Why Did Anthem Go? A Special Report on Health Care

In late October 2015, former Henrico County resident Daniel Bowling, then 27, was working at a golf shop in Myrtle Beach, South Carolina, when he felt progressively sicker and weaker. He was losing weight. So he went for a blood test.

His doctor told him to get to an emergency room right away. More tests were needed. “My white blood cell and platelet counts were off the chart. My spleen was enlarged,” Bowling says. “They thought it was cancer.”

An ambulance took him to the Medical University of South Carolina two hours away in Charleston where more advanced care was available.

There, he received the diagnosis: He had leukemia, which is usually deadly.

More jolting news followed: The hospital declined to accept the Blue Cross-Blue Shield of South Carolina insurance plan that he’d purchased on a federal health exchange under the Affordable Care Act, he says, otherwise known as the ACA or Obamacare. The hospital treated him but it was out of his insurer’s network, so it wouldn’t pay his bills.
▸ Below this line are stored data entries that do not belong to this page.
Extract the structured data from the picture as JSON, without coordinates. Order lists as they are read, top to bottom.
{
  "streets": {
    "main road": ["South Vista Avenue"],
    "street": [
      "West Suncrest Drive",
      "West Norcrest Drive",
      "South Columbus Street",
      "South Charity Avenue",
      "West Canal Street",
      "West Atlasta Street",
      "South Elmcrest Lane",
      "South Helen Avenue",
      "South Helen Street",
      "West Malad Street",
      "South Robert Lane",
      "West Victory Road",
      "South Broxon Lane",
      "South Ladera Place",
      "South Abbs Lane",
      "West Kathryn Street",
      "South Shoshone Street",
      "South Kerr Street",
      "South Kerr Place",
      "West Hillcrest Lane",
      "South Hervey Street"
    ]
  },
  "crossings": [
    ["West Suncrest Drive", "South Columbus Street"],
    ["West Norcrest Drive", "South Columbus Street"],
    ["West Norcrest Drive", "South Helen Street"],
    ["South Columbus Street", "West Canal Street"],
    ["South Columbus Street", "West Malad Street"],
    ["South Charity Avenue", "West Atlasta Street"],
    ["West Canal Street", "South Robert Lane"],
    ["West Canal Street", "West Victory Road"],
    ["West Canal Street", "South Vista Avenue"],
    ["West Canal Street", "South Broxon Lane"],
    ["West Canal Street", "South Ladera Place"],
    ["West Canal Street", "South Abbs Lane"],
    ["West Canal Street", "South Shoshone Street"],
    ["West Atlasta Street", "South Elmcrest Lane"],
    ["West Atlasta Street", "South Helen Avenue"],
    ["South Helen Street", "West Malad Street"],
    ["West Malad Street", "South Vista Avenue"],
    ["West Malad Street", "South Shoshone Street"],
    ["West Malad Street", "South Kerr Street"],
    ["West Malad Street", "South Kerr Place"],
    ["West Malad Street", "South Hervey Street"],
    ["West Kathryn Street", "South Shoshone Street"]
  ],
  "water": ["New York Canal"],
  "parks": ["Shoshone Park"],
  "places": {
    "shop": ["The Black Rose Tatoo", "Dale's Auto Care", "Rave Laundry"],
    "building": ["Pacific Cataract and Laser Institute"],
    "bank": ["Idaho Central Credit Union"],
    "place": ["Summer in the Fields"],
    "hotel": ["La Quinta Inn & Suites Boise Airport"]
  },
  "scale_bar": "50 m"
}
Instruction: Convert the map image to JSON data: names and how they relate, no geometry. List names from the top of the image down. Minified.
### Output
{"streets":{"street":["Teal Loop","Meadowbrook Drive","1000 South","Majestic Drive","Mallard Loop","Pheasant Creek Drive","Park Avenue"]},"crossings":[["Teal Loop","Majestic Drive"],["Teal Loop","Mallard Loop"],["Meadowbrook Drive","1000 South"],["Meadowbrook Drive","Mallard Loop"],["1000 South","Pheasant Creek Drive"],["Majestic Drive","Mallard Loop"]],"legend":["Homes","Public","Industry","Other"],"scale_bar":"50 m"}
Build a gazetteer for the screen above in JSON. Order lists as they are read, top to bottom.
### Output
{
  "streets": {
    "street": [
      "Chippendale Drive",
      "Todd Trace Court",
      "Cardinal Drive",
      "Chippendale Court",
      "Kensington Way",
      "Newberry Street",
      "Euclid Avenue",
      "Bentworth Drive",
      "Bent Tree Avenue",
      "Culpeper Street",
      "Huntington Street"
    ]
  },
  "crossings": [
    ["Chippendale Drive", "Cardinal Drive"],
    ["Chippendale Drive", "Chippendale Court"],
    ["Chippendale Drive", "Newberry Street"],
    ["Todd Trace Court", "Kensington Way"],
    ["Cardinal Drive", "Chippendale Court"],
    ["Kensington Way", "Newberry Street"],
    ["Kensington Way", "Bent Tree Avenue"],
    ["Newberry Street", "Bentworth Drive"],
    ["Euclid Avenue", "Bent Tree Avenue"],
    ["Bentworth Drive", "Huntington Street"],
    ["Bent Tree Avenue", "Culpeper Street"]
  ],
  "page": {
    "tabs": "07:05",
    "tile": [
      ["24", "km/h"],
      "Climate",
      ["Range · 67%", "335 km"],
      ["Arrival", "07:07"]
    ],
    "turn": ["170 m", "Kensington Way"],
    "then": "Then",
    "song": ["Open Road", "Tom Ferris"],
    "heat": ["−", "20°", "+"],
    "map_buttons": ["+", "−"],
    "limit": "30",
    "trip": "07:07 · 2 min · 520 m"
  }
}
Bowling later sued the insurance company, which did not respond to queries from Style Weekly.

Bowling played his ace in the hole. He called his mother, Cindi Jones, who was director of the Virginia Department of Medical Assistance Services and an expert on health insurance. Until she retired from state service Jan. 12, she was the leading state official for administering the federal Medicaid program for lower-income Virginians.

Jones drove to Charleston. Doctors said her son wouldn’t survive a car ride back to Richmond. After a week in South Carolina, she got him hospitalized at the Virginia Commonwealth University Health System, which offers advanced cancer treatment services led by the Massey Cancer Center.

For the next two years, mother and son endured bump after bump with health insurance. While treatment at VCU went well and Bowling successfully underwent a bone marrow transplant in October 2016, constant changes in politics and policies surrounding Obamacare have made their lives a roll of the dice.

The ACA is undergoing regular attack from opponents, such as Republicans in Congress and President Donald Trump, who has vowed to “repeal and replace” but so far has failed to do so.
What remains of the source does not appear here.